The best advice I was ever given

Years ago, while I was still in seminary, a man who mentored me gave me the best advice I’ve ever received.

He said you minister out of who you are.

At the time, I’m not sure I understood what he meant. Or at least I didn’t grasp the importance of it. But through the years in pastoral ministry, I have come to see the wisdom and value of his words.

On the one hand it’s a statement of fact. You can only fake it so long. You cannot give what you don’t have. So my mentor’s advice means that to be effective in ministry, I must prioritize my own spiritual health. I must, in the words of Proverbs 4:23, keep my heart with all vigilance, “for from it flow the springs of life.”

But on the other hand, my friend’s advice was a word of comfort as well as charge. In ministry, I do not have to be other than who I am. I do not have to be Tim Keller or Rick Warren or Francis Chan or any other pastor. God designed me the way He did for a reason. It’s not that I don’t need further sanctification–God knows I do. And it’s not that sometimes I don’t have to push myself out of my comfort zone and try things that are difficult for me–I do every day! But when all is said or done, I am who I am. I am an ISFJ. I am insecure. I am not good at telling jokes. I need notes in the pulpit. I’m a plodder, not a sprinter. I’m better with people than plans. I get nervous before elder meetings. I have a hard time seeing beyond the next couple of months. I’m a shepherd, not a fundraiser-motivator-debater-theologian-cheerleader-visionary.

And that’s OK. No, it’s very good.

Because I am needed in the battle, just the way I am.

It’s when I try to be someone I’m not, that all the life and energy go right out of me. I get pressured and stressed and worried and angry. And that’s not what God wants for me or His church.

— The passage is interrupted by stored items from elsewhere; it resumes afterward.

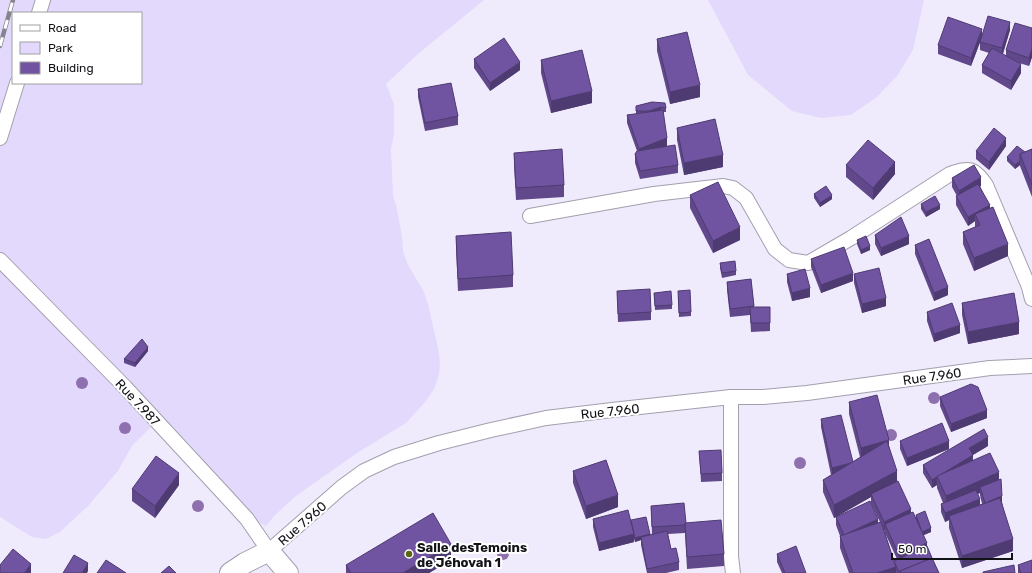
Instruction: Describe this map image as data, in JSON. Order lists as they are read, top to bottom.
{
  "streets": {
    "street": ["Rue 7.960", "Rue 7.987"]
  },
  "crossings": [
    ["Rue 7.960", "Rue 7.987"]
  ],
  "places": ["Salle desTemoins de Jéhovah 1"],
  "legend": ["Road", "Park", "Building"],
  "scale_bar": "50 m"
}
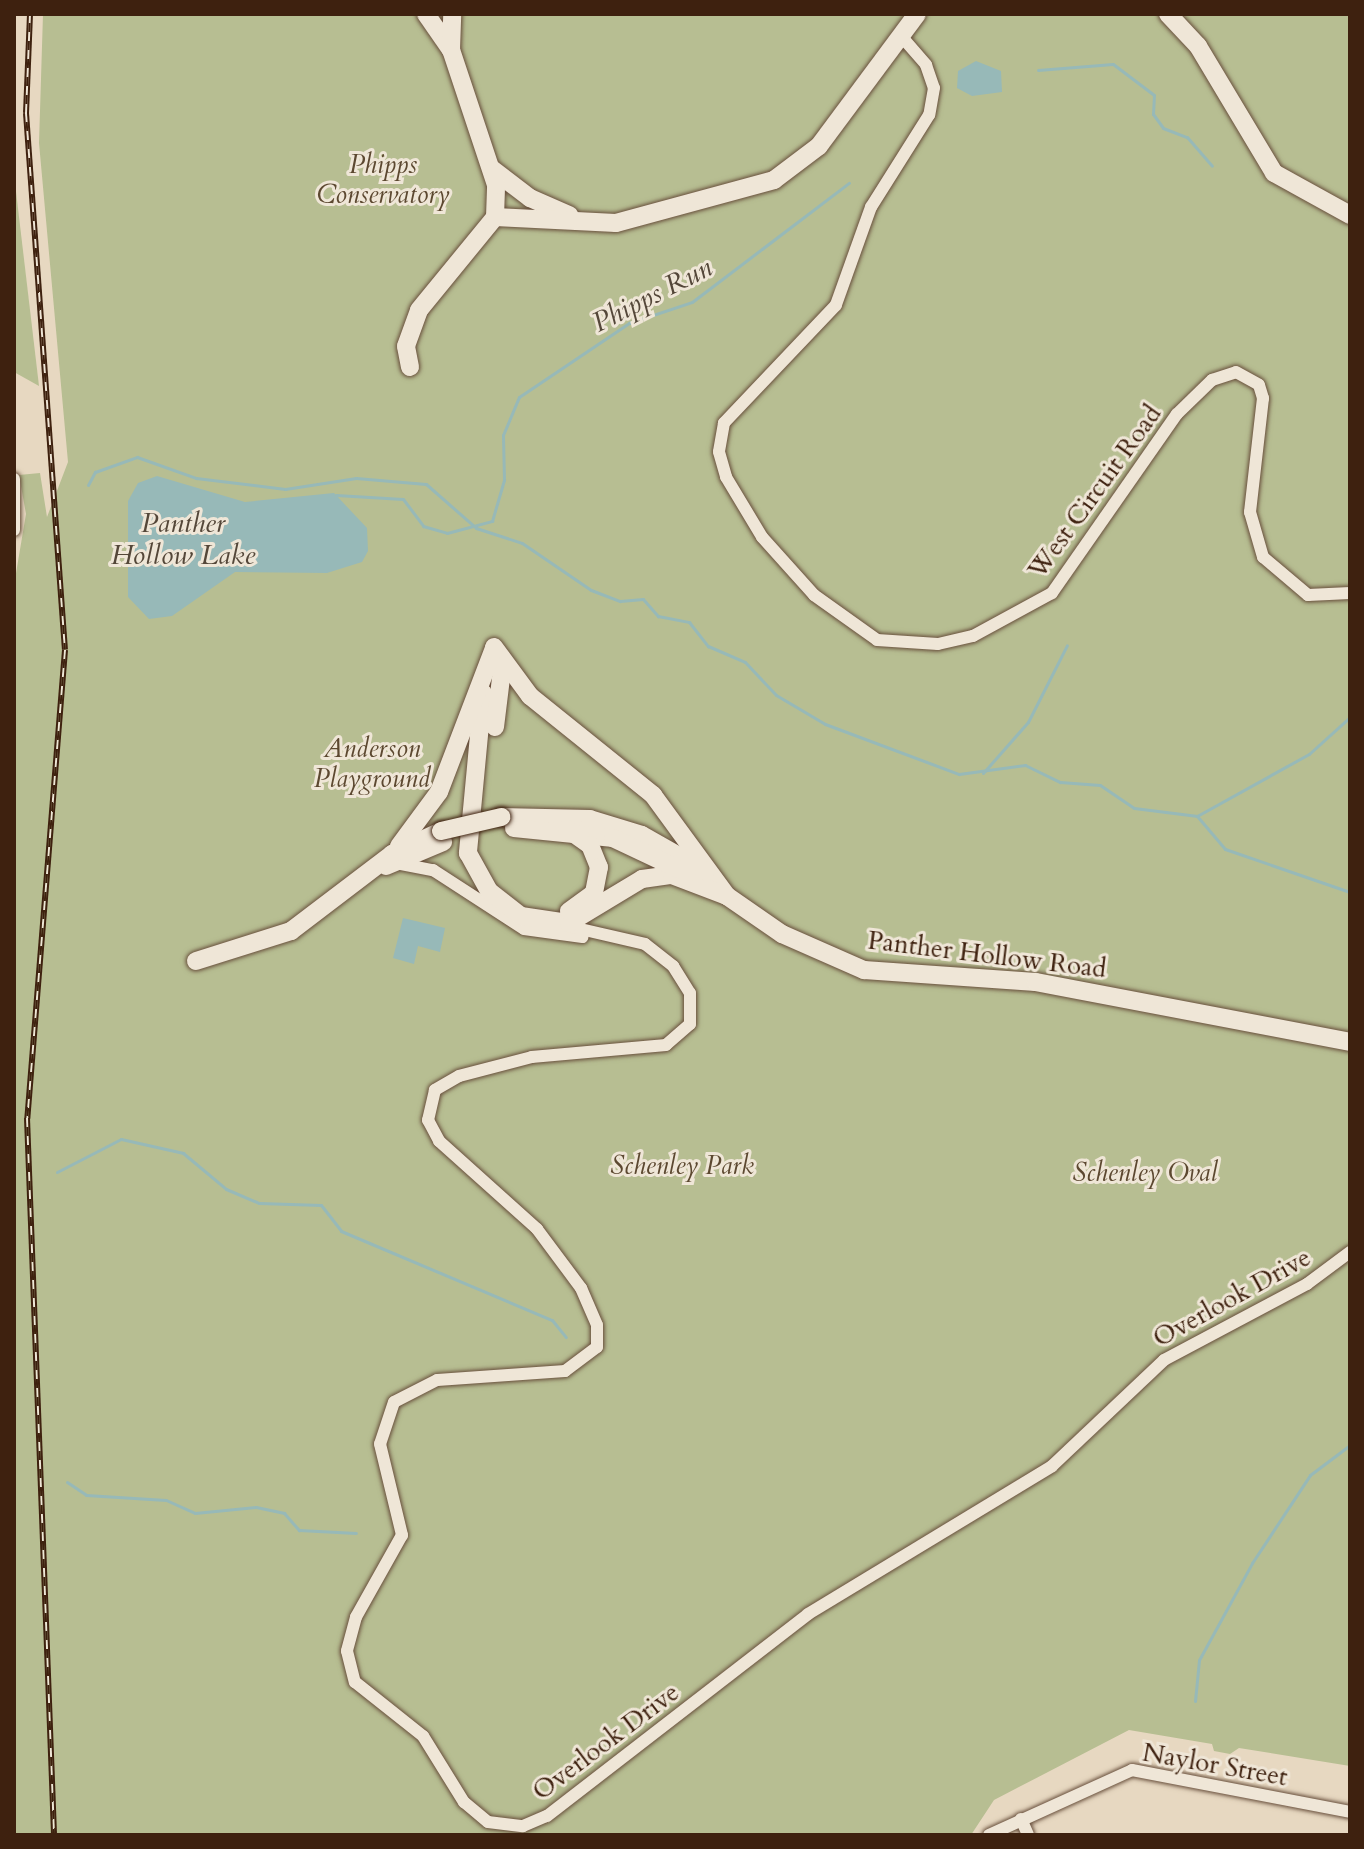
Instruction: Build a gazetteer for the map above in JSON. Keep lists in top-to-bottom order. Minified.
{"streets":{"main road":["Panther Hollow Road"],"street":["West Circuit Road","Overlook Drive","Naylor Street"]},"water":["Phipps Run","Panther Hollow Lake"],"parks":["Phipps Conservatory","Anderson Playground","Schenley Park","Schenley Oval"]}
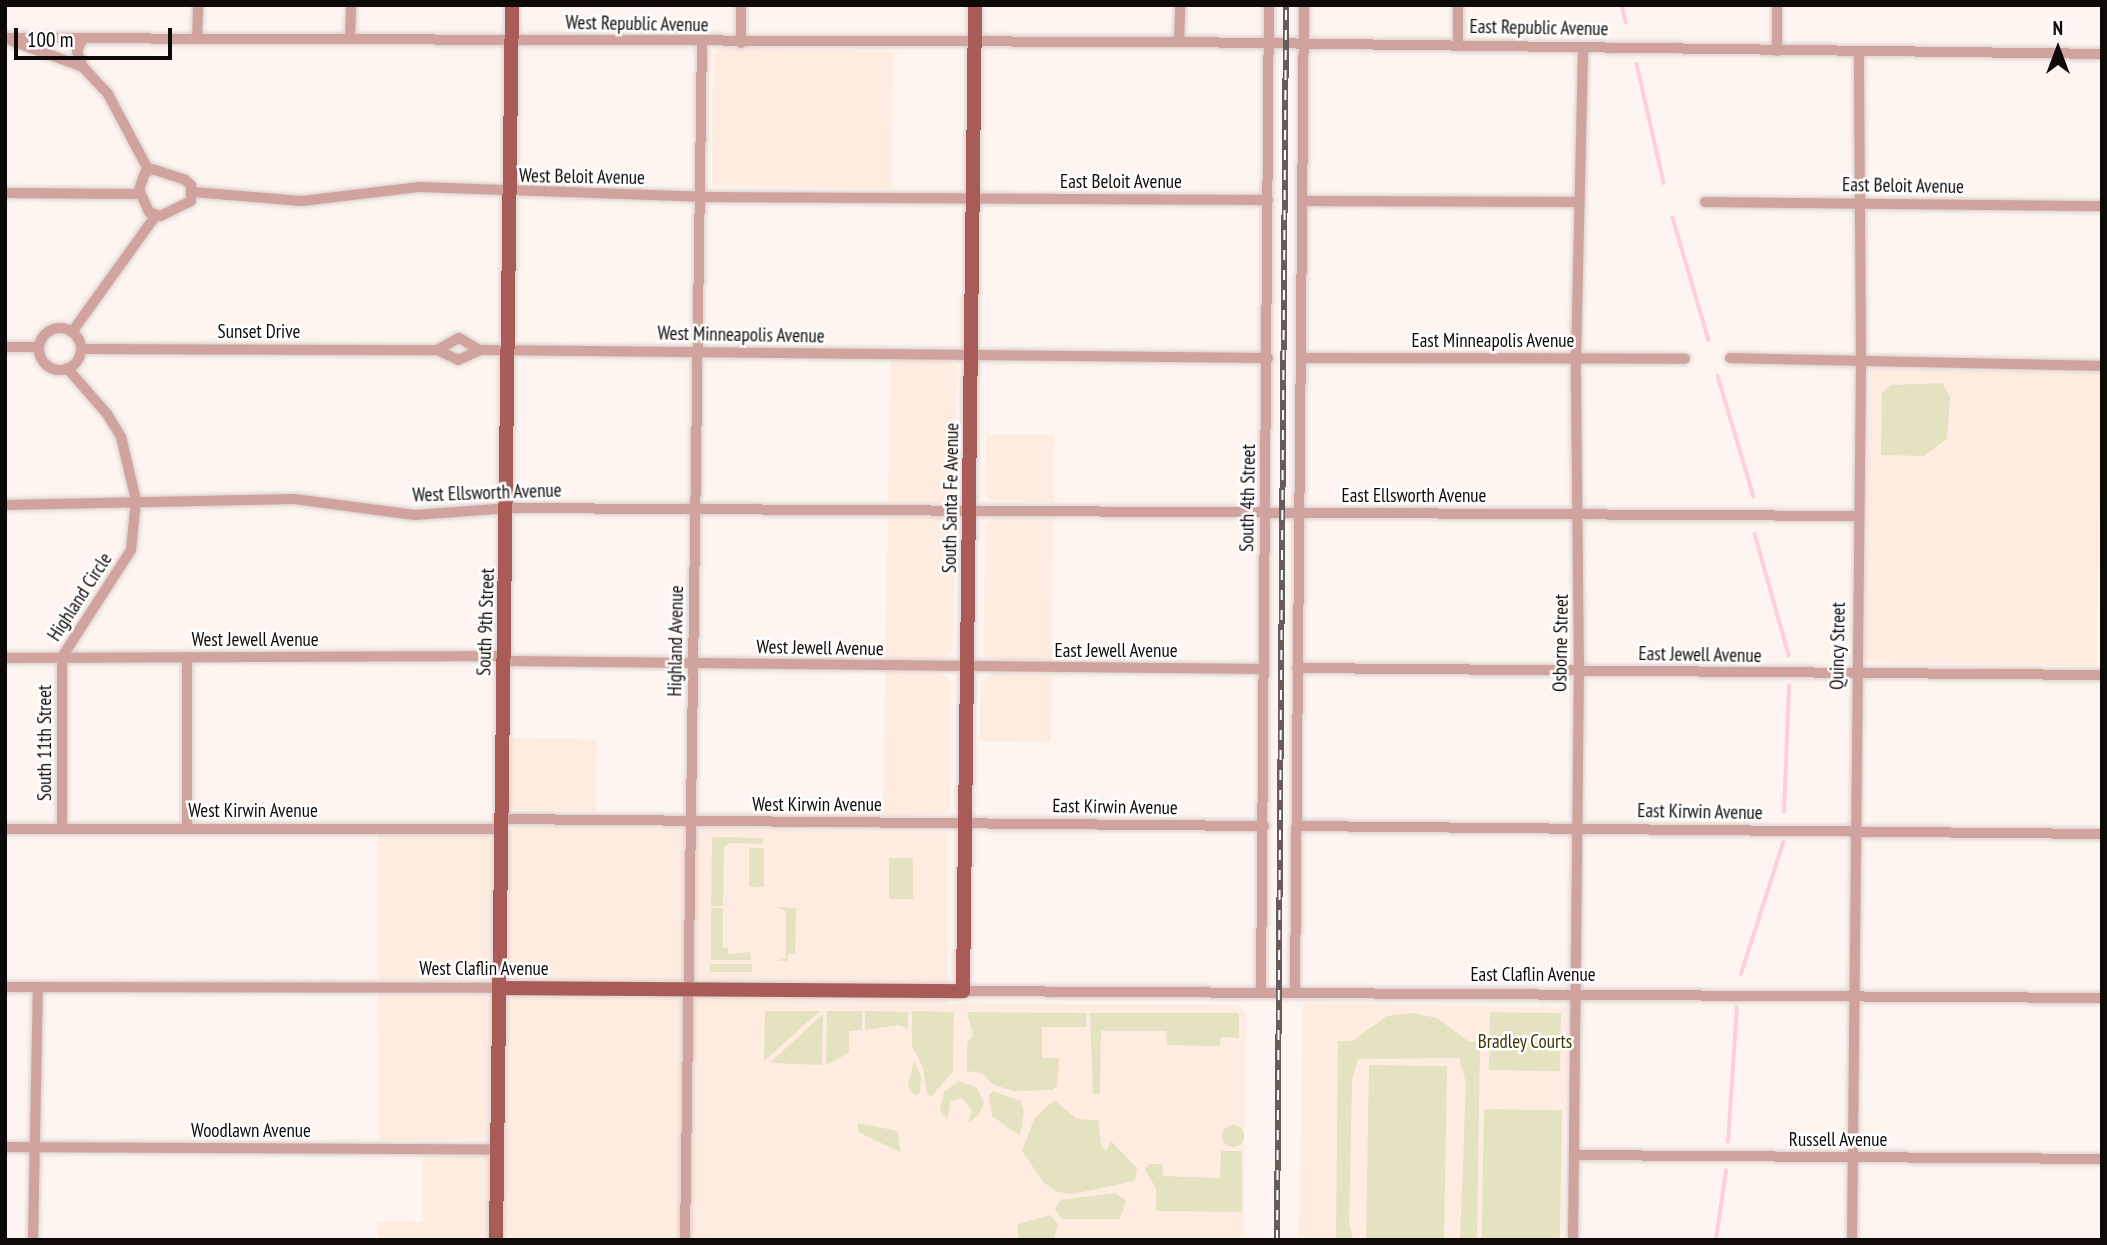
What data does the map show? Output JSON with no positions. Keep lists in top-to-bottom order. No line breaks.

You minister out of who you are. Take that to the bank. You’re a beloved child of God. Sure, you need to grow. There are areas of your life that are in serious need of improvement. Me, too. But in the meantime, the Lord your God is with you. He rejoices over you with gladness, quiets you by His love, and exults over you with loud singing (Zephaniah 3:17).

Be who you are, and you’ll be a better pastor. Not only that, you’ll enjoy being a pastor a whole lot more.

 

2 comments

  1. The “advice” column: Hebrews says, “Fix your eyes on Jesus, the Author and Finisher of your faith.” I just can’t top that one. My heart hurts with all hurting pastors and staff members. The healing of my heart has come from fixing my eyes on Jesus.